Against: The workings of the FST has never been explained in detail. The special rights relate only to situations that would arise on a financial breakdown of the new company and even then would only require a 'simple majority' approval rather than 75% as with a special resolution. The membership of the FST is limited to 500 and will gradually reduce due to non-qualification or death. This issue was raised at the 18th May meeting and has not been clarified in any way.
- For: The new company is protected from individuals taking control by a 25% maximum shareholding limit. This prevents 'connected' individuals from holding more than 25% of the share capital at any one time.
Against: The 25% maximum is probably unworkable in practice as the term 'connected' is open to legal interpretation. The 25% figure will be policed by the Directors themselves and could be changed by a special resolution WITHOUT reference to the Founder Shareholders Trust.
- For: The members have very little power or say in the day to day running of the Club under the current constitution, so conversion to a PLC will make little difference.
Against: More accurately the current membership has yet to engage the responsibilty that they hold. Some say the Directors have rarely encouraged involvement from the membership, resulting in an ever increasing 'them and us' situation. Conversion to a PLC will worsen this at a time when membership has reached a maximum due to the interest in the future of the Club. Conversion to a PLC will absolve any real responsibility from the membership.

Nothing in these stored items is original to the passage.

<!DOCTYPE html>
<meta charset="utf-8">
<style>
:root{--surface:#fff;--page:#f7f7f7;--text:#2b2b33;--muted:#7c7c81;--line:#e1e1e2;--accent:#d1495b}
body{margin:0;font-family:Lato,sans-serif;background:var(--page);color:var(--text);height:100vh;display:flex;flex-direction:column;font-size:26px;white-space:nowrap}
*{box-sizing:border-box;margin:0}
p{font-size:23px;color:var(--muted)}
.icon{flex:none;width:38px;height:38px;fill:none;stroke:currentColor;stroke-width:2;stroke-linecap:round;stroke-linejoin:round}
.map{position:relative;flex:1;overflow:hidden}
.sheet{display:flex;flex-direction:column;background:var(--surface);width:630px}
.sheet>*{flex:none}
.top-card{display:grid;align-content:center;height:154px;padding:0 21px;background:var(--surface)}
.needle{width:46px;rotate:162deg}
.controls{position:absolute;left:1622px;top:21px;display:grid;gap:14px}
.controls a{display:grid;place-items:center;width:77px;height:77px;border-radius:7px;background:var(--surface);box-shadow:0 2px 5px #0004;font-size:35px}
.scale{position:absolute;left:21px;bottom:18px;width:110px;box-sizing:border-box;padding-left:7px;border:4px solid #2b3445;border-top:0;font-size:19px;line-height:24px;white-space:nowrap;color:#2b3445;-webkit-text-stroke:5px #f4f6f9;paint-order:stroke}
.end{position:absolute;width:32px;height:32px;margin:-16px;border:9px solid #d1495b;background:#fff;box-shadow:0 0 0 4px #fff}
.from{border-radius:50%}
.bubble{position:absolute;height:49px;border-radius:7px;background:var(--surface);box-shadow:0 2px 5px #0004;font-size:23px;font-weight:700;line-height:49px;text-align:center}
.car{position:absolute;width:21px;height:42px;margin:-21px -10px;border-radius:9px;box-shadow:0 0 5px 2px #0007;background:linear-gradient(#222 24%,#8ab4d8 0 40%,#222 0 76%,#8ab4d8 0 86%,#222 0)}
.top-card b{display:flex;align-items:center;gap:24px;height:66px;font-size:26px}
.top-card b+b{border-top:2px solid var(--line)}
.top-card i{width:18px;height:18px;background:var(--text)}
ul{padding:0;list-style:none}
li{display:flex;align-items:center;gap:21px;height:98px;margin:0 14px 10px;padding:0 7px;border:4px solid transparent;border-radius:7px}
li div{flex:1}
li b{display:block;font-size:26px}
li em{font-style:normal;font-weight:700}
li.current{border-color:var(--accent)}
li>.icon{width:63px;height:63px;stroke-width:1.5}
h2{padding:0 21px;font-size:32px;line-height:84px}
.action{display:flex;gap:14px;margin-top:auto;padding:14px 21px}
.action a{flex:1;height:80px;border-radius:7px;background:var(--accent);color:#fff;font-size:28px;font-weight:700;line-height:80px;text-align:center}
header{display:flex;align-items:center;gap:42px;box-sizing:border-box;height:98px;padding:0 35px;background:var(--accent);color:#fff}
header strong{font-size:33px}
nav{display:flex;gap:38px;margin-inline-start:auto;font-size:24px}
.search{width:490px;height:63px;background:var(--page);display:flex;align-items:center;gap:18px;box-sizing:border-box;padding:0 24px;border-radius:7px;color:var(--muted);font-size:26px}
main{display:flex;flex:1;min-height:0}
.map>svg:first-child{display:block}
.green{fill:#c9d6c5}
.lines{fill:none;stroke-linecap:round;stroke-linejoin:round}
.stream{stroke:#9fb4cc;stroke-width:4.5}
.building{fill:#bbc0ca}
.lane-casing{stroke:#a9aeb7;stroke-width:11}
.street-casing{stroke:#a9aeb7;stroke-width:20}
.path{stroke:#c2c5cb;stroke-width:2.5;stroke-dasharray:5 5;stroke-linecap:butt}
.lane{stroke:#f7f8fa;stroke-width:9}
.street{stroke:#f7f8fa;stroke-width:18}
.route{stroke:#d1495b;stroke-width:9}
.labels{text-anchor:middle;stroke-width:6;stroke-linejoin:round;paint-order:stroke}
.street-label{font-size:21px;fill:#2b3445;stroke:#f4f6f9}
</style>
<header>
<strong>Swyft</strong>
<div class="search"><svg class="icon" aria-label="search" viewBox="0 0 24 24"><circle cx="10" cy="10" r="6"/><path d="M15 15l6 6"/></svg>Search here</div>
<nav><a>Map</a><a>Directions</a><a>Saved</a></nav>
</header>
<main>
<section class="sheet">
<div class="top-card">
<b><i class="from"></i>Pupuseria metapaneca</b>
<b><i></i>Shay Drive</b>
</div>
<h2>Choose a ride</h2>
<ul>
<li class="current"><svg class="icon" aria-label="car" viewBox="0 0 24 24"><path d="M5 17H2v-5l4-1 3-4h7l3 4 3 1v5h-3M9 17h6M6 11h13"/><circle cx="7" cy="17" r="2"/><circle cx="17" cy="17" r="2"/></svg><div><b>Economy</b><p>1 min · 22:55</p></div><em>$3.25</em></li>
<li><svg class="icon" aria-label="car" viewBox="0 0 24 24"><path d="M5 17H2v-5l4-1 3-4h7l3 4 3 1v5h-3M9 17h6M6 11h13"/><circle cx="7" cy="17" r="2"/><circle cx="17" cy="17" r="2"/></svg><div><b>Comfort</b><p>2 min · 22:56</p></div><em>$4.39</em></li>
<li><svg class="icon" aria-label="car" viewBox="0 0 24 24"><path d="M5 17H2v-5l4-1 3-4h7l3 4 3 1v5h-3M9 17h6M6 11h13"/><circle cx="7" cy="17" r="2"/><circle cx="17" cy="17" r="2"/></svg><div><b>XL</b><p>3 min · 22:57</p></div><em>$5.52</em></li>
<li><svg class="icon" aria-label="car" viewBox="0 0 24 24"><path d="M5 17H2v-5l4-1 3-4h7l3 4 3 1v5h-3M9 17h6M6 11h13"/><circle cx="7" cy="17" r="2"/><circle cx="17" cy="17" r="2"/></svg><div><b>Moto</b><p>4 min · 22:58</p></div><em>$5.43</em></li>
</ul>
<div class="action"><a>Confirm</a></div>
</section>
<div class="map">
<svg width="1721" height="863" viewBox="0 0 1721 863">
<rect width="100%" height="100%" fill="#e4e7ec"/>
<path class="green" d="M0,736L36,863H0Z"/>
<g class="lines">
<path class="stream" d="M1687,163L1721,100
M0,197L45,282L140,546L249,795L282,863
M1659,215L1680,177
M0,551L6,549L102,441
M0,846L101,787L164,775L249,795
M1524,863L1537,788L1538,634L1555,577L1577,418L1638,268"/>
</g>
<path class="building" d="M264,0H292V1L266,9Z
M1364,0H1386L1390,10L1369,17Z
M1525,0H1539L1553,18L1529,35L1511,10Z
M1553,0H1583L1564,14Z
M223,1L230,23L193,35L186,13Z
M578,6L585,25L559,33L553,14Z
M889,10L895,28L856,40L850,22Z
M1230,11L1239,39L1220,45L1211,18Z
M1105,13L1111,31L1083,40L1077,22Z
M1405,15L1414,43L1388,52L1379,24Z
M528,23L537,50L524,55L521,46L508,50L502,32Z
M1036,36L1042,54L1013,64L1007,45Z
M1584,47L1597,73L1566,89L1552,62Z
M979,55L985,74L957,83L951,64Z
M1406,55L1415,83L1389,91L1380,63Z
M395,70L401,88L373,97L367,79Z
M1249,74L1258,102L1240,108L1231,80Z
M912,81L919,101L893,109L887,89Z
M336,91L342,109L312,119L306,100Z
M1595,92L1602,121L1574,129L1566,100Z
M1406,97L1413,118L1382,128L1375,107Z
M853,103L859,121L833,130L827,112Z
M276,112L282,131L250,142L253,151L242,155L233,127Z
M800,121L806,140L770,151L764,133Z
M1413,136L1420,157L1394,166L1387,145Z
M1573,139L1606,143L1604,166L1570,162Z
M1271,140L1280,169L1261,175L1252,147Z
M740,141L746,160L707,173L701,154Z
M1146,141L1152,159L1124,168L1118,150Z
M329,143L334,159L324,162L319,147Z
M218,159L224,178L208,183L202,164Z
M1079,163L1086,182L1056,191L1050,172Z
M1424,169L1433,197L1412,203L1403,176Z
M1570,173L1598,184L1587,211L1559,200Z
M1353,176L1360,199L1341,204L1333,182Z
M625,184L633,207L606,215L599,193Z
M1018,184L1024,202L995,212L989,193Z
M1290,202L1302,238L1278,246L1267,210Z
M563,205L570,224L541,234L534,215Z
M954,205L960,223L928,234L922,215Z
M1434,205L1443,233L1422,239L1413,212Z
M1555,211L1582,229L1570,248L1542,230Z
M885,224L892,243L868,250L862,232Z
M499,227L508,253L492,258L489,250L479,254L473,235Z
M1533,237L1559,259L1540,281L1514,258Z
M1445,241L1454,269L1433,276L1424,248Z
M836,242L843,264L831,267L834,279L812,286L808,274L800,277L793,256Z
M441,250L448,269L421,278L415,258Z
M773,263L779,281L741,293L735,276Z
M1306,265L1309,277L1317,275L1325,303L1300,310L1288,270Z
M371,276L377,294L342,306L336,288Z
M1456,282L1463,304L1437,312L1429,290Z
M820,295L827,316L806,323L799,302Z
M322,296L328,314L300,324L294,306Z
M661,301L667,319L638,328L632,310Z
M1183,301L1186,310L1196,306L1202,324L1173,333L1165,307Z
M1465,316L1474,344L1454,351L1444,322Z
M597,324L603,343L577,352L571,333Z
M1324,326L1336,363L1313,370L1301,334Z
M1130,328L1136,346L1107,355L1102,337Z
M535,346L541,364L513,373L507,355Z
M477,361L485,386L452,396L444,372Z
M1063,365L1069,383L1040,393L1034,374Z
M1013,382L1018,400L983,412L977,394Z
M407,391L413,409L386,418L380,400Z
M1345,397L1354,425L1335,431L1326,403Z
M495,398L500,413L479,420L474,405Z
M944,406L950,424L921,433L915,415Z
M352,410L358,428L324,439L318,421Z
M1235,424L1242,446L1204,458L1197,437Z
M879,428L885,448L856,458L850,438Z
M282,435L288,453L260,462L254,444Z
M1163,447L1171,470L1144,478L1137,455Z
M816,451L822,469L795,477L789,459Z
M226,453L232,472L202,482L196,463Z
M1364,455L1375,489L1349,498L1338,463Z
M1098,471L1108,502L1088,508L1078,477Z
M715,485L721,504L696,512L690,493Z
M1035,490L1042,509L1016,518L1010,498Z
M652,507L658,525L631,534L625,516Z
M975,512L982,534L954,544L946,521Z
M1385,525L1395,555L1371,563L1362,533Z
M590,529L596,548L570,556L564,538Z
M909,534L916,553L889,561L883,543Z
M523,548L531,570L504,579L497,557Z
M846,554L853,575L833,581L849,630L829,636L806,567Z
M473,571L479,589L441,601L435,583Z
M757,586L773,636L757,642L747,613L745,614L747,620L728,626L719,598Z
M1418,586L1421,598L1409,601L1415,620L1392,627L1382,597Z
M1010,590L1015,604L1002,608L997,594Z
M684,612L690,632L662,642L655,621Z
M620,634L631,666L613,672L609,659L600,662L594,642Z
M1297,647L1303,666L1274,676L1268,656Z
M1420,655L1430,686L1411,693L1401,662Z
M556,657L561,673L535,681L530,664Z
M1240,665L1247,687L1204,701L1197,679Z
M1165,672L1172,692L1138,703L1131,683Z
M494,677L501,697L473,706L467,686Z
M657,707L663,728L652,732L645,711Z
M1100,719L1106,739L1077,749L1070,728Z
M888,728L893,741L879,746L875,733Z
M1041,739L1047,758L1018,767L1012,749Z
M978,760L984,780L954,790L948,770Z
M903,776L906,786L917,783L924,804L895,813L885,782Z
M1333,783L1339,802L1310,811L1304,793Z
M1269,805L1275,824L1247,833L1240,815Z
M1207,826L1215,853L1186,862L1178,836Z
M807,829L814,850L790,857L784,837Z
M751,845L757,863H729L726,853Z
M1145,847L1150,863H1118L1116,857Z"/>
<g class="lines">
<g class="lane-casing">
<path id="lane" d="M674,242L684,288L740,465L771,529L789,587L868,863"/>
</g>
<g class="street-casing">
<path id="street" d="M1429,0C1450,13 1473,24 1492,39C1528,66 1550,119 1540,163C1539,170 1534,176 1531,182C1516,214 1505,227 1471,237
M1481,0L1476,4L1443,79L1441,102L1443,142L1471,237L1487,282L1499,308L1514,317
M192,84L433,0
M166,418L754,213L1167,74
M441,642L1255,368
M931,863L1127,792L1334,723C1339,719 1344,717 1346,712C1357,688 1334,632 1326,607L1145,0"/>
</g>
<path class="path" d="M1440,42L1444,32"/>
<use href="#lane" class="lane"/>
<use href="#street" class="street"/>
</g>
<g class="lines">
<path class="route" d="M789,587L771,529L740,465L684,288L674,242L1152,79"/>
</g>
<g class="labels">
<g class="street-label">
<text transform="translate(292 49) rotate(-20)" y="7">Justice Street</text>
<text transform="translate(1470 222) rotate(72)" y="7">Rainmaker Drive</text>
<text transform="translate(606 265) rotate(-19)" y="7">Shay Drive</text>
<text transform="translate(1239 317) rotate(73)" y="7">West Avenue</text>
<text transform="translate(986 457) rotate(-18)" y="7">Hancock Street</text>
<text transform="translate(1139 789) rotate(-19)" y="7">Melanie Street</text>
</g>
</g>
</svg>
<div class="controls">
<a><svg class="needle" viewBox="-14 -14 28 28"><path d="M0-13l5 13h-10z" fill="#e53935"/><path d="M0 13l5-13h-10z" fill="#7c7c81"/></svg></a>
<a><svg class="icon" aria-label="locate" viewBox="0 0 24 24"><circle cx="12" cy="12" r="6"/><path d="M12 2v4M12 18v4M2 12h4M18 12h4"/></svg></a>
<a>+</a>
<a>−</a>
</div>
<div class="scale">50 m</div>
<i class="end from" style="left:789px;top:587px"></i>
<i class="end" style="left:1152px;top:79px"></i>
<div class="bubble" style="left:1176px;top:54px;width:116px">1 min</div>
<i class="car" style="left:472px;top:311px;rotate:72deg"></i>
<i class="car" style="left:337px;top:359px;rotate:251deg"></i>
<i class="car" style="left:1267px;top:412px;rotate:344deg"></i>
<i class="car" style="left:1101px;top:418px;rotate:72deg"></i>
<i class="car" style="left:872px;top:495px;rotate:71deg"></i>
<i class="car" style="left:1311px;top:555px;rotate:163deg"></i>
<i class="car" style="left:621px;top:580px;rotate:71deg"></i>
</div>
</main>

- For: The proposal will give a guarantee of Board representation from the Founder Shareholders Trust and on the purchase of £100,000 worth of shares, a further representative from the proposed Supporters' Trust.
Against: The current constitution allows unlimited Board representation from the membership through a democratic vote rather a contrived situation that could lead to conflict. The FST running alongside a regular Supporters' Trust is impractical and could lead to further divisions amongst the support as those outside of the FST see those in at as the 'elite'. A regular Supporters' Trust is unlikely to gain widespread support following conversion to a PLC because Trusts tend to only thrive under the perception of financial difficulty.
- For: The target principles of the new company will follow those of the Limited by Guarantee set-up.
Against: Conversion to a PLC will remove any notion that the Club is a community facility. The perception from the outside is likely to be that a 'large cash injection' has saved the Club and they do not need help or support from the local community. Success will only be measured by results on the pitch and the sympathy factor apparent in a 'not for profit' club will be diminished. The case will be "it's your problem now, not ours".